Meno imposte? Sette italiani su dieci non ci credono

25/10/2004

            domenica 24 ottobre 2004

            L’OSSERVATORIO

            Meno imposte? Sette italiani su dieci non ci credono
            di RENATO MANNHEIMER

                L’esito delle elezioni politiche del 2006 e, in una certa misura, anche quello delle regionali dell’anno prossimo dipendono largamente da un unico fattore: la percezione nell’opinione pubblica, specie quella orientata al centrodestra, del mantenimento o meno della promessa «meno tasse per tutti». E’ quella che più colpì gli elettori nel 2001 e che ha finito, a partire da allora, col rappresentare l’aspettativa maggiore nei confronti di Berlusconi e del governo da lui presieduto.

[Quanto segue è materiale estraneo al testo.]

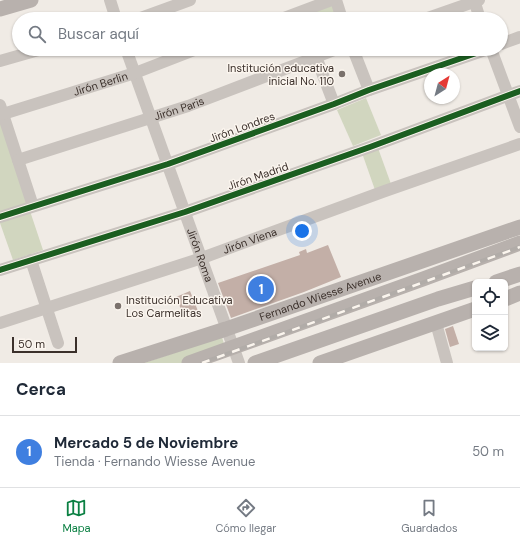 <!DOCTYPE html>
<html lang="es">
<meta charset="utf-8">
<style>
:root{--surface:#fff;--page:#f2f2f3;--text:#1f2937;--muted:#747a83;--line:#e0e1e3;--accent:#0b8043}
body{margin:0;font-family:"DM Sans",sans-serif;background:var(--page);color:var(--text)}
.controls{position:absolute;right:12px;bottom:12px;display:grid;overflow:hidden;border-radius:6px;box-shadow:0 1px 3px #0004}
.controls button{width:36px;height:36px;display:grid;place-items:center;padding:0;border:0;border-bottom:1px solid var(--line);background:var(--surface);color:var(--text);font:20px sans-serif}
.compass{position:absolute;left:424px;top:68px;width:36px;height:36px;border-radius:50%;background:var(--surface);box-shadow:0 1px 3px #0004;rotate:36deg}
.scale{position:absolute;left:12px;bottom:10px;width:65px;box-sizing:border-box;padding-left:4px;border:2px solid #3b302b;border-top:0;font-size:11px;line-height:14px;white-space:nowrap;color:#3b302b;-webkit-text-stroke:3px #fbf5ee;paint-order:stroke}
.you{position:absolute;left:302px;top:231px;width:14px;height:14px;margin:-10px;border:3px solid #fff;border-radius:50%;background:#1a73e8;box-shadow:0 0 0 6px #1a73e833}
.badge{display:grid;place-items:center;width:26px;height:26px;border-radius:50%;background:var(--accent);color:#fff;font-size:13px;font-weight:700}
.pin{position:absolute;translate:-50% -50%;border:2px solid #fff;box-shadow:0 1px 4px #0006}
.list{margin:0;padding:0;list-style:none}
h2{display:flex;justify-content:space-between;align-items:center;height:52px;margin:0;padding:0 16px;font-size:17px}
h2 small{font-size:13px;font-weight:400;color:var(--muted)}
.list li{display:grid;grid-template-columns:26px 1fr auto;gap:12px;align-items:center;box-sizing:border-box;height:72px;padding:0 16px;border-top:1px solid var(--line)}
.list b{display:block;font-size:15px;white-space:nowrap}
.list p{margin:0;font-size:13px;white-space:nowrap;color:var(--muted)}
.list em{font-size:13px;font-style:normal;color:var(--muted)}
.icon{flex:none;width:22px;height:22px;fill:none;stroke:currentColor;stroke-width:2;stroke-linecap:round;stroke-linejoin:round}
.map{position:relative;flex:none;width:520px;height:363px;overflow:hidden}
.search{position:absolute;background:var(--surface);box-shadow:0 1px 3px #0004;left:12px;right:12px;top:12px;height:44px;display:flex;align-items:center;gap:10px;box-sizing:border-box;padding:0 14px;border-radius:22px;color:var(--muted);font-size:15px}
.sheet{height:124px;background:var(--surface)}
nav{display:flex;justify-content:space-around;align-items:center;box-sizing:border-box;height:56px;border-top:1px solid var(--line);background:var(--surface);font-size:11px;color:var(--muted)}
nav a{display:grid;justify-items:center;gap:2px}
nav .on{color:var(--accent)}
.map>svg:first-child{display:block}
.green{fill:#d1d6bf}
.building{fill:#c3afa7}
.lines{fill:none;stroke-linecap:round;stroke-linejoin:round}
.minor{stroke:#c9c3be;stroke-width:12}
.major{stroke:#b8b1ad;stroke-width:15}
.rail-casing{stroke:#b1aca8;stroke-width:4}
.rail{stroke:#fbf5ee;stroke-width:2.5;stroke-dasharray:8;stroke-linecap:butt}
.cycleway-casing{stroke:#fbf5ee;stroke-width:8}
.cycleway{stroke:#1b5e20;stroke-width:6}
.poi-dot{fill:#7a716c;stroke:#fbf5ee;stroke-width:1.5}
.labels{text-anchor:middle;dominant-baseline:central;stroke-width:3;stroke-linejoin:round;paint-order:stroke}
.poi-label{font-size:11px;fill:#3b302b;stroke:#fbf5ee;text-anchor:end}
.street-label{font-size:11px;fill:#3b302b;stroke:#fbf5ee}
</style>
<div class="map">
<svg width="520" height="363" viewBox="0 0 520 363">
<rect width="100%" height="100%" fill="#f0ebe5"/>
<!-- green -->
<g class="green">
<polygon points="334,5 338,19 310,19 308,14"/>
<polygon points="366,98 381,135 353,146 337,110"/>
<polygon points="0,108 32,204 0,216"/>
<polygon points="378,148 391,184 375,190 362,153"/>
<polygon points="30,211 43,250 13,260 0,223"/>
<polygon points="222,337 224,344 184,363 144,363"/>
</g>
<!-- building -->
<g class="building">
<polygon points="328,245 341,277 304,292 231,318 218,283 300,255 299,252 306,249 307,253"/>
<polygon points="190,291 198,311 184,317 176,297"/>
<polygon points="453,326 459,344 450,347 445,329"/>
</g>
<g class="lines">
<!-- minor -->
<g class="minor">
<polyline points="110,0 116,19"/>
<polyline points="336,0 342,19"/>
<polyline points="474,0 480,19"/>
<polyline points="138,19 190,0"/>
<polyline points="281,19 332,0"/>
<polyline points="425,19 479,0"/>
<polyline points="501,44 520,37"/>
<path id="s1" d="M126,49L239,363"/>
<polyline points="313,49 334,104"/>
<polyline points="353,49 369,90"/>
<polyline points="491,49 520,127"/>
<polyline points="0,61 42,49"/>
<polyline points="0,105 33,206"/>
<path id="s2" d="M3,114L135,73L197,49"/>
<path id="s3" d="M18,160L188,106L337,49"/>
<polyline points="0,217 168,164 334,104 369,90 488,49"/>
<polyline points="31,260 58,343"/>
<polyline points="0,270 185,212 370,147 520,91"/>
<path id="s4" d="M0,323L202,258L385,191L520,144"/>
<polyline points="436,323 447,363"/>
</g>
<!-- major -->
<g class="major">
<polyline points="0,9 31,0"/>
<polyline points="496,282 520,274"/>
<polyline points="505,299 520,293"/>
<path id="s5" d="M120,363L226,329L520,227"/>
<polyline points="189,363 423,279 520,243"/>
<polyline points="255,363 438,299 475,288"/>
<polyline points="320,363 475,309"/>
</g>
<defs>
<polyline id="rail" points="202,363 520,247"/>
</defs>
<!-- rail casing -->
<use href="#rail" class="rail-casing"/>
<!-- rail -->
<use href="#rail" class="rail"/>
<defs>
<g id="cycleway">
<polyline points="0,217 168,164 334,104 369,90 488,49"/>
<polyline points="0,270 185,212 370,147 520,91"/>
</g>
</defs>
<!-- cycleway casing -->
<use href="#cycleway" class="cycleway-casing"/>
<!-- cycleway -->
<use href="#cycleway" class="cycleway"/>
</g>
<!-- markers -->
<g class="poi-dot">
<circle cx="342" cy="74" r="4"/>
<circle cx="118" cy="306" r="4"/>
</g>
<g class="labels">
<!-- poi labels -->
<g class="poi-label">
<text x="334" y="68">Institución educativa<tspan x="334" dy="13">inicial No. 110</tspan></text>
<text x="126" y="300" text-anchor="start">Institución Educativa<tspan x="126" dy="13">Los Carmelitas</tspan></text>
</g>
<!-- street labels -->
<g class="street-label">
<text stroke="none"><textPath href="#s2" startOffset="102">Jirón Berlin</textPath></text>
<text stroke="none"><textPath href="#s3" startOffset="169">Jirón Paris</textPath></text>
<text transform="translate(242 127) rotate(-20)">Jirón Londres</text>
<text transform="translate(258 176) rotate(-19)">Jirón Madrid</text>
<text stroke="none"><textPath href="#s4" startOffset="263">Jirón Viena</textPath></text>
<text stroke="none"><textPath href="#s1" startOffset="219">Jirón Roma</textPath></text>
<text stroke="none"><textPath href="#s5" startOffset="211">Fernando Wiesse Avenue</textPath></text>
</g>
</g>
</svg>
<div class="controls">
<button><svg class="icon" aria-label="locate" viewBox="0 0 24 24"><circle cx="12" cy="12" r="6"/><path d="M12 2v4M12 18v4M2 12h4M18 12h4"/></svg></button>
<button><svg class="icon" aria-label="layers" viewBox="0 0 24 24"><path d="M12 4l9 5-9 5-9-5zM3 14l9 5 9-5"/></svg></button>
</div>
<svg class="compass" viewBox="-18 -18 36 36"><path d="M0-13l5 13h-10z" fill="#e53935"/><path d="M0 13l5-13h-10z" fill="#747a83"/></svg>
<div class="scale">50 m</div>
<div class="you"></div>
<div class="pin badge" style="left:261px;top:289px;background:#3f7fe0">1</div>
<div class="search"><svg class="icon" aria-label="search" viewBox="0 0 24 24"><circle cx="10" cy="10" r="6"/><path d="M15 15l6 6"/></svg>Buscar aquí</div>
</div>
<section class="sheet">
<h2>Cerca<small></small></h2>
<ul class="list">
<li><span class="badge" style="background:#3f7fe0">1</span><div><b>Mercado 5 de Noviembre</b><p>Tienda · Fernando Wiesse Avenue</p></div><em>50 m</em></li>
</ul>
</section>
<nav>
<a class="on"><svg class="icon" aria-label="map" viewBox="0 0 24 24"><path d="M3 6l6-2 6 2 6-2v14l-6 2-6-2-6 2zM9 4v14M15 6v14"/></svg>Mapa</a>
<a><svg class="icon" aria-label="directions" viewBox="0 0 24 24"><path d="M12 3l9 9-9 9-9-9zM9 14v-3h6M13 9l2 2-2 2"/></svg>Cómo llegar</a>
<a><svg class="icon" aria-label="saved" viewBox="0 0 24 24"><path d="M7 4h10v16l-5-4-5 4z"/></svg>Guardados</a>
</nav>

                Nel proporre quello slogan, il Cavaliere aveva efficacemente individuato un «sentiment» assai diffuso tra i cittadini. Ancora oggi, la grandissima parte della popolazione ritiene che «le tasse che pago sono troppo alte in relazione a quanto ricevo in cambio dallo Stato». Si tratta, naturalmente, di un giudizio in larga misura scontato. Sono pochi, in gran parte dei Paesi del mondo, a considerare basse le tasse pagate: da noi lo pensa il 3%. Ma c’è anche una quota significativa che considera l’attuale pressione fiscale «giusta» (12%) o che ritiene comunque che i benefici e i servizi ricevuti dallo Stato siano abbastanza proporzionati alla misura delle tasse che vengono richieste (20%). E’ un’opinione che si è andata diffondendo negli ultimi anni (coinvolge oggi un elettore su cinque, a fronte di meno di uno su dieci nel 1996), con una significativa accentuazione proprio in una parte degli elettori del centrodestra. Ma, pur in presenza di questo settore – minoritario ma consistente – di votanti per i partiti di governo che ne difende l’operato e se ne dichiara relativamente contento, resta il fatto che, sia tra gli elettori della Cdl, sia tra tutti i cittadini, la maggioranza assoluta ritiene eccessiva l’attuale pressione fiscale.

                Questo convincimento – che le tasse pagate siano troppe in relazione ai servizi ottenuti e, per certi versi, a quelli auspicati – costituisce un orientamento abbastanza radicato nell’elettorato. Da diversi anni le preferenze della popolazione si dirigono più verso una sorta di «welfare leggero» che comporti meno richieste dal fisco, piuttosto che verso un più consistente intervento dello Stato nella prestazione di servizi, a fronte, inevitabilmente, di una maggiore quantità di tasse e contribuiti. E’ una posizione comprensibilmente più diffusa tra l’elettorato di centrodestra (e tra chi dichiara di essere indeciso o astenersi). Ma è condivisa anche dalla maggioranza assoluta (57%) dei votanti per il centrosinistra. Anche se in quest’ultimo più di un quarto degli elettori la pensa esattamente all’opposto, condizionando fortemente le scelte politiche e programmatiche dei partiti dell’opposizione.


                La centralità della questione fiscale nella formazione delle scelte di voto del centrodestra rende di grande interesse l’opinione sul futuro, sintetizzata dal quesito: «Berlusconi riuscirà davvero ad abbassare le tasse?». Quasi il 70% degli italiani nel loro insieme pensa di no. Com’è ovvio, questa convinzione è assai più diffusa nell’elettorato del centrosinistra. Ma è significativo il fatto che essa coinvolga anche quasi metà dei votanti del centrodestra. In particolare, non crede alla realizzazione della promessa del premier il 60% dell’elettorato della Lega, metà di quello di An e, perfino, più di un terzo di quello di Fi.


                Nei mesi scorsi, proprio il giudizio sulla mancata diminuzione della pressione fiscale ha costituito l’elemento scatenante della «delusione» di una parte consistente dell’elettorato di centrodestra. Ciò che a sua volta ha favorito un più forte tasso di astensionismo da parte di questo settore di votanti – sia nelle risposte ai sondaggi, sia nelle elezioni vere – con un conseguente vantaggio per l’opposizione.


                Anche alla luce di questa esperienza, il disappunto e i dubbi espressi ancora oggi dai votanti per la CdL, sembrano indicare che il centrosinistra potrebbe avviarsi – a meno di iniziative «miracolose» da parte del Cavaliere e nonostante i propri conflitti interni – verso una stagione elettorale positiva, soprattutto grazie alla questione delle tasse (e alle promesse non mantenute).